"Les représailles agressives de Pékin réduisent les chances d'un accord rapide et ravivent les craintes de récession à l'échelle planétaire," explique Ye Lin, vice-présidente chargée des marchés pétroliers chez Rystad Energy. Elle ajoute que la croissance de la demande chinoise, estimée à 100 000 barils par jour, pourrait être compromise si le conflit perdure, malgré les éventuelles mesures de relance que pourrait prendre Pékin.
Pressions multiples sur le marché pétrolier
Aux inquiétudes concernant la demande s'ajoutent des perspectives d'augmentation de l'offre. L'Arabie Saoudite peine à faire respecter les quotas de production par les autres membres de l'OPEP+. Le Kazakhstan, l'Irak et les Émirats arabes unis sont particulièrement pointés du doigt, avec une surproduction estimée à 1,2 million de barils quotidiens. La décision récente de l'OPEP+ d'augmenter sa production de 411 000 barils par jour en mai a accentué la pression à la baisse.
Mercredi, le Brent s'échangeait à 61,40 dollars tandis que le WTI se situait à 58,16 dollars. Depuis l'annonce des nouvelles taxes douanières le 2 avril, le pétrole a perdu près de 20% de sa valeur. Selon Ipek Ozkardeskaya, analyste chez Swissquote, le prochain seuil psychologique à la baisse pour le WTI se situe à 50 dollars le baril, un niveau qui n'a pas été observé depuis janvier 2021.
Conséquences pour l'Arabie Saoudite et les producteurs américains
Cette chute des cours soulève des inquiétudes quant à l'équilibre budgétaire de l'Arabie Saoudite. Selon le FMI, le royaume aurait besoin d'un prix moyen de 91 dollars le baril cette année pour équilibrer son budget, alors que le pétrole représente 62% des revenus gouvernementaux.

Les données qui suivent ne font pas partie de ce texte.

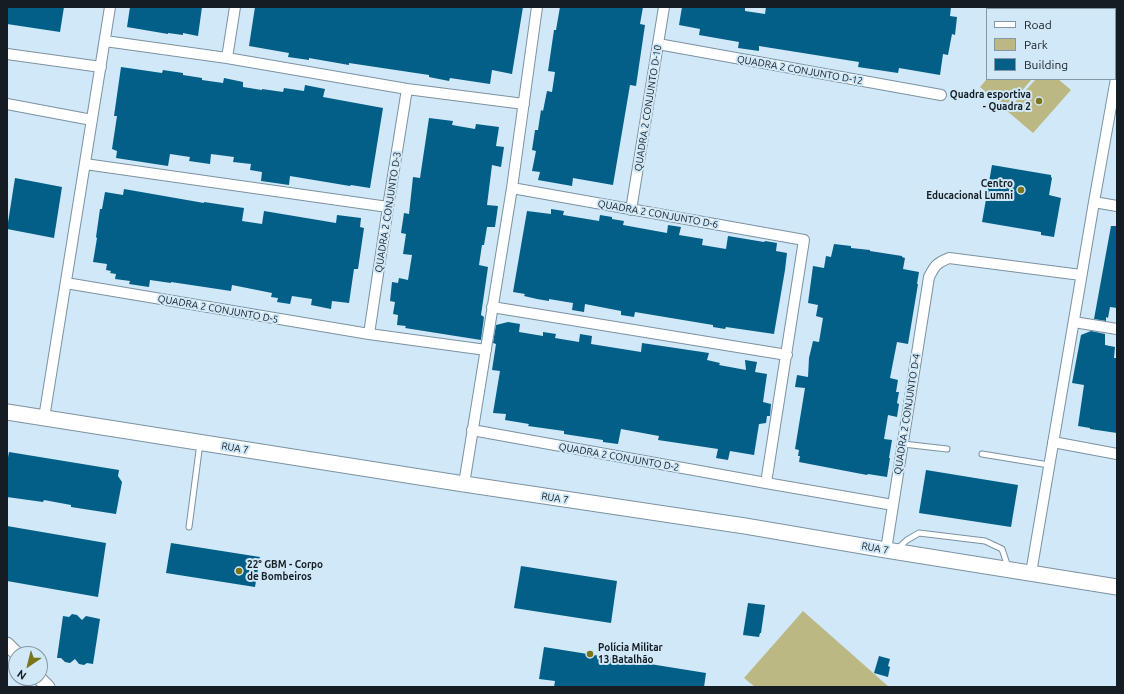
<!DOCTYPE html>
<html>
<head>
<meta charset="utf-8">
<style>
	body { margin:0 }
	#map { position:relative; width:1124px; height:694px; overflow:hidden; background:#d0e8f8; font-family:Ubuntu,sans-serif }
	canvas { display:block }
	.frame { position:absolute; inset:0; border:8px solid #141d23; pointer-events:none }
	.legend { position:absolute; left:986px; top:8px; width:130px; height:72px; box-sizing:border-box; background:#d0e8f8; border:1px solid #8597a3; margin:0; padding:5px 7px; list-style:none; font-size:12px; color:#141d23 }
	.legend li { display:flex; align-items:center; gap:8px; height:20px }
	.legend b { width:20px; border:1px solid #8597a3 }
	.north { position:absolute; left:8px; top:646px; width:40px; height:40px; box-sizing:border-box; background:#d0e8f8; border:1px solid #8597a3; border-radius:50%; rotate:215deg; font-size:11px; font-weight:700; line-height:16px; text-align:center; color:#141d23 }
	.north::after { content:''; display:block; margin:auto; width:14px; height:18px; background:#7b7418; clip-path:polygon(50% 0,100% 100%,50% 72%,0 100%) }
</style>
</head>
<body>
<div id="map">
<canvas width="1124" height="694"></canvas>
<div class="frame"></div>
<ul class="legend">
<li><b style="height:5px;background:#fff"></b>Road</li>
<li><b style="height:11px;background:#bbb883"></b>Park</li>
<li><b style="height:11px;background:#025f88"></b>Building</li>
</ul>
<div class="north">N</div>
</div>
<script>
const context = document.querySelector('canvas').getContext('2d');
context.lineJoin = 'round';
function paint(path, color) {
  context.fillStyle = color;
  context.fill(path, 'evenodd');
}
function stroke(path, color, width, dash) {
  context.strokeStyle = color;
  context.lineWidth = width;
  context.lineCap = dash ? 'butt' : 'round';
  context.setLineDash(dash || []);
  context.stroke(path);
}
function write(font, color, halo, rows, align = 'center') {
  context.font = font + ' Ubuntu,sans-serif';
  context.lineWidth = 4;
  context.setLineDash([]);
  context.textBaseline = 'middle';
  context.strokeStyle = halo;
  context.fillStyle = color;
  for (const [text, x, y, turn = 0] of rows) {
    context.save();
    context.translate(x, y);
    context.rotate((+turn || 0) * Math.PI / 180);
    context.textAlign = isNaN(turn) ? turn : align;
    if (halo) context.strokeText(text, 0, 0);
    context.fillText(text, 0, 0);
    context.restore();
  }
}
paint(new Path2D(`
	M 987,79 L 1032,79 L 1006,109 L 980,87 Z
	M 1036,79 L 1058,79 L 1071,90 L 1033,133 L 1007,111 Z
	M 803,611 L 889,687 L 755,687 L 744,678 Z`), '#bbb883');
paint(new Path2D(`
	M 7,7 L 64,7 L 60,32 L 7,24 Z
	M 130,7 L 202,7 L 198,36 L 183,33 L 183,35 L 168,33 L 168,34 L 127,27 Z
	M 255,7 L 523,7 L 512,74 L 492,70 L 490,84 L 450,78 L 449,81 L 429,77 L 429,75 L 349,63 L 349,65 L 309,58 L 309,60 L 288,57 L 289,53 L 249,46 Z
	M 560,7 L 643,7 L 640,24 L 645,25 L 636,86 L 630,85 L 613,185 L 573,178 L 572,186 L 538,180 L 540,172 L 532,171 L 536,151 L 532,150 L 535,130 L 538,130 L 541,110 L 543,111 L 547,91 L 552,92 L 555,72 L 548,71 L 554,30 L 556,30 Z
	M 682,7 L 745,7 L 745,11 L 765,14 L 766,7 L 951,7 L 950,16 L 957,17 L 955,35 L 952,34 L 948,55 L 943,54 L 940,75 L 899,68 L 898,73 L 858,67 L 859,62 L 759,46 L 759,51 L 738,48 L 739,42 L 699,35 L 700,29 L 679,25 Z
	M 121,67 L 162,73 L 163,70 L 183,73 L 183,75 L 202,78 L 202,80 L 223,83 L 224,78 L 243,82 L 243,87 L 262,90 L 262,89 L 283,92 L 284,88 L 304,91 L 305,85 L 325,89 L 323,97 L 383,108 L 370,188 L 351,185 L 350,186 L 290,176 L 289,185 L 261,181 L 262,172 L 250,170 L 251,164 L 233,162 L 234,157 L 211,154 L 210,164 L 189,161 L 190,157 L 170,154 L 168,166 L 116,158 L 117,151 L 112,149 L 117,116 L 114,116 Z
	M 429,118 L 453,121 L 452,125 L 475,129 L 476,124 L 499,127 L 496,146 L 504,147 L 501,167 L 492,165 L 487,205 L 498,206 L 495,227 L 487,227 L 484,245 L 482,245 L 479,265 L 488,267 L 481,315 L 484,317 L 481,340 L 405,328 L 406,326 L 397,325 L 398,315 L 393,314 L 395,302 L 390,301 L 392,282 L 398,283 L 399,278 L 408,280 L 412,255 L 403,254 L 406,234 L 401,233 L 404,213 L 409,214 L 413,177 L 420,178 Z
	M 992,165 L 1051,175 L 1051,177 L 1052,178 L 1049,195 L 1061,198 L 1054,237 L 1041,235 L 1041,232 L 982,222 Z
	M 15,178 L 62,187 L 54,238 L 7,229 Z
	M 124,189 L 204,203 L 204,202 L 244,208 L 242,221 L 262,224 L 264,211 L 336,223 L 337,215 L 361,218 L 360,227 L 364,228 L 358,269 L 354,269 L 349,303 L 332,301 L 331,309 L 311,305 L 312,299 L 292,296 L 290,304 L 277,302 L 278,298 L 271,297 L 272,293 L 232,285 L 231,291 L 171,282 L 171,283 L 150,280 L 149,287 L 129,284 L 130,281 L 115,279 L 116,274 L 110,273 L 111,271 L 106,270 L 107,264 L 93,262 L 97,238 L 96,237 L 100,209 L 102,209 L 105,192 L 123,195 Z
	M 551,209 L 564,211 L 563,215 L 599,221 L 600,215 L 612,217 L 612,219 L 624,221 L 623,225 L 667,233 L 668,225 L 681,227 L 679,235 L 703,239 L 702,245 L 726,249 L 728,236 L 764,242 L 765,241 L 777,243 L 776,251 L 787,253 L 785,270 L 774,334 L 726,327 L 725,329 L 713,327 L 713,325 L 635,312 L 634,317 L 621,315 L 621,311 L 585,304 L 584,312 L 572,310 L 573,303 L 549,299 L 549,301 L 537,299 L 524,296 L 525,294 L 513,292 L 527,211 L 551,214 Z
	M 1111,226 L 1117,226 L 1117,308 L 1110,307 L 1108,318 L 1106,317 L 1106,321 L 1094,319 Z
	M 834,244 L 851,246 L 851,248 L 870,250 L 870,251 L 902,256 L 902,257 L 905,258 L 903,269 L 919,272 L 917,284 L 918,284 L 908,344 L 897,342 L 890,378 L 898,380 L 896,392 L 899,392 L 897,403 L 899,404 L 897,417 L 888,415 L 884,439 L 892,440 L 889,458 L 890,458 L 887,477 L 868,474 L 867,475 L 799,462 L 800,456 L 798,456 L 799,450 L 795,449 L 805,388 L 795,387 L 797,375 L 808,377 L 809,358 L 813,341 L 819,342 L 823,318 L 816,316 L 818,305 L 808,303 L 813,266 L 824,268 L 826,256 L 831,257 Z
	M 508,322 L 520,324 L 519,332 L 543,336 L 543,332 L 556,334 L 555,338 L 579,342 L 580,334 L 592,336 L 591,344 L 641,352 L 642,343 L 709,353 L 707,360 L 720,363 L 719,365 L 746,370 L 745,360 L 757,362 L 755,372 L 767,374 L 763,402 L 771,404 L 770,416 L 767,416 L 766,423 L 759,424 L 754,455 L 730,451 L 728,460 L 716,458 L 718,449 L 658,440 L 659,436 L 621,429 L 618,444 L 603,442 L 603,440 L 564,434 L 564,431 L 528,426 L 529,424 L 505,420 L 506,414 L 493,413 L 500,371 L 492,370 L 496,344 L 493,343 L 496,325 Z
	M 1091,331 L 1105,334 L 1105,345 L 1115,347 L 1114,358 L 1117,358 L 1117,433 L 1090,429 L 1090,428 L 1078,426 L 1084,385 L 1072,383 L 1081,335 Z
	M 9,452 L 119,470 L 118,476 L 122,482 L 116,514 L 71,507 L 71,505 L 44,500 L 43,502 L 7,497 L 7,463 Z
	M 926,470 L 1018,485 L 1011,527 L 919,513 Z
	M 7,526 L 106,543 L 98,597 L 7,581 Z
	M 171,543 L 260,557 L 255,587 L 166,573 Z
	M 521,566 L 617,581 L 611,623 L 514,608 Z
	M 748,603 L 765,605 L 761,633 L 760,633 L 759,637 L 743,635 Z
	M 72,614 L 77,615 L 82,620 L 86,616 L 100,619 L 93,664 L 87,663 L 84,665 L 79,664 L 75,659 L 70,663 L 65,662 L 61,658 L 57,658 L 63,616 L 69,617 Z
	M 544,647 L 706,673 L 704,687 L 554,687 L 555,681 L 539,679 Z
	M 879,656 L 890,659 L 888,666 L 890,667 L 888,677 L 874,673 Z`), '#025f88');
const service = new Path2D(`
	M 903,444 L 947,449
	M 982,454 L 1049,465
	M 189,527 L 200,443
	M 897,549 L 907,540 L 919,533 L 985,541 L 1002,549 L 1008,567`);
const minor = new Path2D(`
	M 105,41 L 227,58 L 407,89 L 524,104
	M 658,44 L 941,95
	M 7,54 L 101,67
	M 227,58 L 235,7
	M 7,104 L 92,120
	M 85,164 L 388,207
	M 512,188 L 804,240 L 766,483
	M 1094,202 L 1117,206
	M 631,210 L 664,7
	M 66,283 L 369,334 L 486,350
	M 492,307 L 787,355
	M 1074,322 L 1117,329
	M 369,334 L 388,207 L 407,89
	M 44,418 L 110,7
	M 472,430 L 766,483 L 893,505
	M 1053,442 L 1117,454
	M 464,484 L 512,188 L 537,7
	M 886,550 L 929,277 C 935,265 937,263 949,258 L 1081,275
	M 1031,573 L 1094,202 L 1117,73`);
const tertiary = new Path2D(`
	M 7,644 L 17,654
	M 39,678 L 48,687`);
const secondary = new Path2D(`
	M 7,412 L 464,484 L 745,526 L 886,550 L 1117,587`);
stroke(service, '#7b92a1', 7);
stroke(minor, '#7b92a1', 12);
stroke(tertiary, '#7b92a1', 15);
stroke(secondary, '#7b92a1', 17);
stroke(service, '#fff', 5);
stroke(minor, '#fff', 10);
stroke(tertiary, '#fff', 13);
stroke(secondary, '#fff', 15);
for (const [x, y, r, color] of [
	[1039,101,4,"#7b7418"],
	[1021,190,4,"#7b7418"],
	[239,571,4,"#7b7418"],
	[590,654,4,"#7b7418"]
]) {
  const dot = new Path2D();
  dot.arc(x, y, r, 0, 2 * Math.PI);
  context.fillStyle = color;
  context.fill(dot);
  stroke(dot, '#d0e8f8', 1.5);
}
write('10px', '#141d23', '#d0e8f8', [
	["QUADRA 2 CONJUNTO D-12",800,70,10],
	["QUADRA 2 CONJUNTO D-10",648,108,-81],
	["QUADRA 2 CONJUNTO D-3",388,212,-81],
	["QUADRA 2 CONJUNTO D-6",658,214,10],
	["QUADRA 2 CONJUNTO D-5",218,309,10],
	["QUADRA 2 CONJUNTO D-4",907,414,-81],
	["RUA 7",235,448,9],
	["QUADRA 2 CONJUNTO D-2",619,457,10],
	["RUA 7",555,498,8],
	["RUA 7",875,548,10]
]);
write('bold 10px', '#141d23', '#d0e8f8', [
	["Quadra esportiva",1031,95],
	["- Quadra 2",1031,107],
	["Centro",1013,184],
	["Educacional Lumni",1013,196],
	["22° GBM - Corpo",247,565,"left"],
	["de Bombeiros",247,577,"left"],
	["Polícia Militar",598,648,"left"],
	["13 Batalhão",598,660,"left"]
], 'right');
</script>
</body>
</html>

Goldman Sachs envisage deux scénarios pour l'évolution des cours. Dans le premier cas, si l'économie évite la récession grâce à une réduction significative des droits de douane, la banque estime que le baril pourrait atteindre 62 dollars fin 2025 et 55 dollars fin 2026. Dans le cas d'une récession, les prévisions sont encore plus pessimistes : 58 dollars en décembre 2025 et 50 dollars en 2026.
Paradoxalement, cette situation pourrait servir les intérêts de l'Arabie Saoudite face aux États-Unis. Elle rappelle la stratégie adoptée en 2014, lorsque Riyad avait inondé le marché pour fragiliser les producteurs américains de pétrole de schiste. Selon une enquête de la Federal Reserve Bank of Dallas, ces derniers ont besoin d'un prix moyen de 65 dollars le baril pour forer un nouveau puits, alors que le WTI se négocie désormais sous les 60 dollars.
Si les prix demeurent bas, les producteurs américains pourraient se retrouver en difficulté, d'autant que leurs coûts d'exploitation risquent d'augmenter en raison des droits de douane sur l'acier. Une baisse de la production américaine serait alors favorable aux intérêts du Moyen-Orient, créant une dynamique géopolitique complexe autour des prix de l'énergie.
Les pays de l’OPEP, ayant eu du mal à maintenir une discipline pour faire grimper les cours du pétrole ces dernières années, font désormais face à des enjeux stratégiques. Alors que l'Arabie Saoudite pourrait retourner cette situation à son avantage afin de fragiliser les producteurs américains en profitant des faibles coûts d'extraction, cette crise révèle la vulnérabilité d'un système énergétique mondial soumis aux aléas diplomatiques et commerciaux.